Astaro/Sophos UTM will disappear after a couple of years and Cyberoam will be the main Sophos UTM product. Astaro/Sophos UTM is way better and this is why their forums are full of complains due to this change. Interesting read https://community.sophos.com/products/xg-firewall/f/46/t/74160
That is a good read - thanks for that. It's good that Sophos admits XG has a way to go before it's complete. They recognize the user interface is difficult to use, and that the product is incomplete (geo-blocking, for example, seems to be missing). I have found performance to be good, and I think it's a good starting point for a new product. I am wondering what the underlying operating system is. They say it's the "Sophos Firewall OS" but it seems to me that if it's compatible with a wide range of PC hardware, then it needs drivers for a range of NICs, and the best way to get that is to start with Linux (like UTM 9) or BSD (like pfSense). I haven't seen any copyright notices or license statements (even in the "About" page of the XG UI), so I assume it's something else. Just wondering what it is...

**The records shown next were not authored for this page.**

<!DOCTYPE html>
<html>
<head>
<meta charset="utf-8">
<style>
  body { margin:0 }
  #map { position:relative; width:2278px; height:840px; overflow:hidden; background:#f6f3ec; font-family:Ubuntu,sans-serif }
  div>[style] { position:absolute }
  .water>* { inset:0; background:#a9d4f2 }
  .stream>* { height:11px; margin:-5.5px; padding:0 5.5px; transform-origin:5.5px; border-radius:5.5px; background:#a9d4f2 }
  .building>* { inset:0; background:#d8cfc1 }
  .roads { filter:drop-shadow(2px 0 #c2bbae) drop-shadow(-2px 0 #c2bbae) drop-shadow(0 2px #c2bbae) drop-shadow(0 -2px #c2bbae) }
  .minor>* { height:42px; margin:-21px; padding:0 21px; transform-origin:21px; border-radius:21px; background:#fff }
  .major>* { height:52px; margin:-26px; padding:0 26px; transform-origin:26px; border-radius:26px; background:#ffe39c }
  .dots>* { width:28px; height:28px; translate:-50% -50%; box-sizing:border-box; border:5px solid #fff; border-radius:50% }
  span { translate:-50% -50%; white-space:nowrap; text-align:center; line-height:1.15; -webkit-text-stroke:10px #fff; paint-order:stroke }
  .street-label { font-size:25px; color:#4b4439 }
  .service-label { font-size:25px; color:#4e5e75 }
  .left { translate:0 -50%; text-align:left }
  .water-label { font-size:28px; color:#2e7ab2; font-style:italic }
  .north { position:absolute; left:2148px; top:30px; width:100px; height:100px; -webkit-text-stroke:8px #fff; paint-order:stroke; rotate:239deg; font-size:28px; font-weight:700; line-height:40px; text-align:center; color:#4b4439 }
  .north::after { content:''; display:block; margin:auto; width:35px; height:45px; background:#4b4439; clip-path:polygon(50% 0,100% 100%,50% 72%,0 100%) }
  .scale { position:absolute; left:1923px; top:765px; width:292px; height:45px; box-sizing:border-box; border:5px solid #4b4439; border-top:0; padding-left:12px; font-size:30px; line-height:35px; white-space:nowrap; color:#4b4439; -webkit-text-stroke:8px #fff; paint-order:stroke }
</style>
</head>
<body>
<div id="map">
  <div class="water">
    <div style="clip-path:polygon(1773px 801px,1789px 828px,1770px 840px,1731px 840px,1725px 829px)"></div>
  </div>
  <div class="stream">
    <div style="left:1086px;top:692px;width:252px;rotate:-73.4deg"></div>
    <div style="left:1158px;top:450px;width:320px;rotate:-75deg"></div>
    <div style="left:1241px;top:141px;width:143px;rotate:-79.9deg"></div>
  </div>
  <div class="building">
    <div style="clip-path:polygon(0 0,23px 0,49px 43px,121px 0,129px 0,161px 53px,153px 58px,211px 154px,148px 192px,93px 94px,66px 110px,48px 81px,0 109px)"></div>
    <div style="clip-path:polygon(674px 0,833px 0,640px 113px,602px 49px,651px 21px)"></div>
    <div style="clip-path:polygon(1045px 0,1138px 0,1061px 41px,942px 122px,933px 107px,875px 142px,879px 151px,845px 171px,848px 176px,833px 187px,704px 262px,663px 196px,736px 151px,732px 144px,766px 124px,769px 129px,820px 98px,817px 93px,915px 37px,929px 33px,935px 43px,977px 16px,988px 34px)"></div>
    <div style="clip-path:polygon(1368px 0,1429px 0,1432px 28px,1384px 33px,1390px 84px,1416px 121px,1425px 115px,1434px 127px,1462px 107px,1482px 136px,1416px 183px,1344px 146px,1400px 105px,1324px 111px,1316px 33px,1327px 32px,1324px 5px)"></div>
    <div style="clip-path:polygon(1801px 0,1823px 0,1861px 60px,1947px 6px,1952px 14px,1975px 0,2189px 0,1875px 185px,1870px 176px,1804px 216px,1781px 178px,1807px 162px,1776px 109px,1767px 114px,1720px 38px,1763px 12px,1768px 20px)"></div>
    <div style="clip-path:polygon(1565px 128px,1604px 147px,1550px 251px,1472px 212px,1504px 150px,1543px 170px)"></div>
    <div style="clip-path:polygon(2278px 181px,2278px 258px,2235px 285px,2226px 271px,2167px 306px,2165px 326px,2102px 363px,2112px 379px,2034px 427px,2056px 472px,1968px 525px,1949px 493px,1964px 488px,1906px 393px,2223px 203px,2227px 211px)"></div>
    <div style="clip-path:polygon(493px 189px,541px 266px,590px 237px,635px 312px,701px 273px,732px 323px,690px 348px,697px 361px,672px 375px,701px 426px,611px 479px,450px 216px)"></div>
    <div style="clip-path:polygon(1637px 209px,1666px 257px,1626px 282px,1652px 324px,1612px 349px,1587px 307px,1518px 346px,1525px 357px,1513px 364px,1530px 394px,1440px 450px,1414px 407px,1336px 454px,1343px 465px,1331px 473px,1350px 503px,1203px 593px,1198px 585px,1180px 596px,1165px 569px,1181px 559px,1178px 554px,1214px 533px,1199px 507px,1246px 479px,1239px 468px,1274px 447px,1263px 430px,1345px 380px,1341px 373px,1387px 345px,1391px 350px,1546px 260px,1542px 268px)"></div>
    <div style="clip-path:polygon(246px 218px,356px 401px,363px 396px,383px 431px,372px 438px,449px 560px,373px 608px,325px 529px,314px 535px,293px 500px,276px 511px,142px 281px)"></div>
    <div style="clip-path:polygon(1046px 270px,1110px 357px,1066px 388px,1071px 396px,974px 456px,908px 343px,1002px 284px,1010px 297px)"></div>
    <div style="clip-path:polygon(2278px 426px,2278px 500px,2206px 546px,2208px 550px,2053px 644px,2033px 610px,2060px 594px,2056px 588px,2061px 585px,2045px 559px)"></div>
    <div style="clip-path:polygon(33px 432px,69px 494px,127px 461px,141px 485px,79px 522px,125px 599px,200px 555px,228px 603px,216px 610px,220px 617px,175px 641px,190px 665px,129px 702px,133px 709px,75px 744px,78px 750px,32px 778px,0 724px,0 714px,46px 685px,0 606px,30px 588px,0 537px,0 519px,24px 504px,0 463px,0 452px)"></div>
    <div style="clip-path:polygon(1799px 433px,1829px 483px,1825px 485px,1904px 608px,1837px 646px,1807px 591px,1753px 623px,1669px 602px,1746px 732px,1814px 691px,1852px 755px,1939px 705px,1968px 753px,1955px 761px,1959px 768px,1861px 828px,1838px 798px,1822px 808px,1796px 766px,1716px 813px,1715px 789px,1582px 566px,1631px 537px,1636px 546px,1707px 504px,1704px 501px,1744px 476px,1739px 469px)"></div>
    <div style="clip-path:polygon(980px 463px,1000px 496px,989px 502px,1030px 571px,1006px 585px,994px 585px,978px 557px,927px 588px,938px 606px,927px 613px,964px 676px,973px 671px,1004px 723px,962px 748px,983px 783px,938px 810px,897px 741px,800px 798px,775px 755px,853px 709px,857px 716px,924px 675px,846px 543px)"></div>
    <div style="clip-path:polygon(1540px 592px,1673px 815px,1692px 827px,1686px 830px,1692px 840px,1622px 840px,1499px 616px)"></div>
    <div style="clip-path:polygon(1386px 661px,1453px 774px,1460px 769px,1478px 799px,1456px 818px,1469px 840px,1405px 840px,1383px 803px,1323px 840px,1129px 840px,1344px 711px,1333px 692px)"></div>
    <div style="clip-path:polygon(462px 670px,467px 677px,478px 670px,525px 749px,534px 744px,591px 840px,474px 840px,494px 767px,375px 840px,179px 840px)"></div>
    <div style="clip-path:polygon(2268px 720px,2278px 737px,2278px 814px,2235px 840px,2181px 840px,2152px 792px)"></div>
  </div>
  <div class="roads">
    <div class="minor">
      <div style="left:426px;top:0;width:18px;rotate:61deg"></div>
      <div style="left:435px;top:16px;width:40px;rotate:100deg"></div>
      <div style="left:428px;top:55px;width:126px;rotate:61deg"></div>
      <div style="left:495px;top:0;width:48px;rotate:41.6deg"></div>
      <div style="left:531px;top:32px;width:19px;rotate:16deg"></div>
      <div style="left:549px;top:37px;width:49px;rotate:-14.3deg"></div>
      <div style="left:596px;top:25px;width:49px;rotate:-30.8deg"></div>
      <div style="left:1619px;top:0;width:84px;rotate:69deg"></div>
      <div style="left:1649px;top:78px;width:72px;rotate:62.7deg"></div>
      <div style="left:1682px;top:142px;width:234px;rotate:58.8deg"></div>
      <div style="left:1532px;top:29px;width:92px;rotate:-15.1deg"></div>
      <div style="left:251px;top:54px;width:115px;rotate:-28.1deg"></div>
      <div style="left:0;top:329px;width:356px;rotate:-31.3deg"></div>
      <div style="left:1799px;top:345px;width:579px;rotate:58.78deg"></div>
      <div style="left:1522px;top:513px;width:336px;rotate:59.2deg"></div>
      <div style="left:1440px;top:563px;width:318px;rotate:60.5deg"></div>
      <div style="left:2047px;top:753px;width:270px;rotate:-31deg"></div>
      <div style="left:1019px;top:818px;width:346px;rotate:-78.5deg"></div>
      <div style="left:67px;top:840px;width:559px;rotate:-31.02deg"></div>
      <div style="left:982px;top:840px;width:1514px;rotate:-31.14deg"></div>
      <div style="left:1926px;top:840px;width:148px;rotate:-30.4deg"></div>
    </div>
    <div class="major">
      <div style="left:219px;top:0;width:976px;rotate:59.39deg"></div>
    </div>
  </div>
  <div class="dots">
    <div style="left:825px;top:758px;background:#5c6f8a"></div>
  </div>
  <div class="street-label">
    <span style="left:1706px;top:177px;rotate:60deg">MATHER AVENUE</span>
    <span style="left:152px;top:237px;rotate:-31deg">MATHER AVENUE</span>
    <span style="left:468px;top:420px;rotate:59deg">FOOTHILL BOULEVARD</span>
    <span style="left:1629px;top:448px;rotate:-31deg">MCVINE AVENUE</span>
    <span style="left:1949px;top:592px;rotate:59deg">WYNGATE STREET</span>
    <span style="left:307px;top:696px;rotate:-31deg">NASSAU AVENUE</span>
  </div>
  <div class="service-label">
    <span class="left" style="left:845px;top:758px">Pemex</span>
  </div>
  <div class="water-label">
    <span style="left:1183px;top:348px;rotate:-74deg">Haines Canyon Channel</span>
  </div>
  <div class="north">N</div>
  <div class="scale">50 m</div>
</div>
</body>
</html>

To answer my own question, the XG underlying operating system may well be Linux. I say this because Sophos recently put up a notification that XG is affected by the recently announced glibc vulnerability (CVE-2015-7547) which affects Linux but not other operating systems like BSD (which is what pfSense is based on). In fact, Sophos's firewalls have several vulnerabilities posted. Here's the OpenSSL one from a month ago: https://www.sophos.com/en-us/support/knowledgebase/123390.aspx And here's that latest glibc vulnerability notification: https://www.sophos.com/en-us/support/knowledgebase/123675.aspx At the moment, UTM has specific patch versions/dates listed for both of these vulnerabilities, while XG has "TBA".
I am still considering building a UTM with Sophos UTM as the Operating System. Rather than purchasing a Refurbished PC and adding a second NIC Card, I would rather build a UTM with New Hardware. The most cost effective thing to do would be to buy a Server Motherboard (2 NIC's), CPU (Pentium or higher), at least 2 GB of RAM, a hard drive, etc. Has anyone built a Sophos UTM recently? Thanks in Advance.
Use one of these mainboards with 4 CPU's http://www.tomshardware.com/news/asrock-apollo-lake-motherboard-intel,32840.html I'm not sure if realtek nic works fine with Sophos but in any case you will need one of these: Intel I350 NIC (buy one used on ebay or china copy) https://forums.servethehome.com/index.php?threads/comparison-intel-i350-t4-genuine-vs-fake.6917/
Wish I could use this. I have a Lenovo M93P tiny right now with 8Gb of RAM, quad core i7 2.6Ghz CPU, and 250Gb SSD. Issue is I only have access to a secondary nic via USB on it. Sophos UTM wont detect it so I had to resort to Untangle.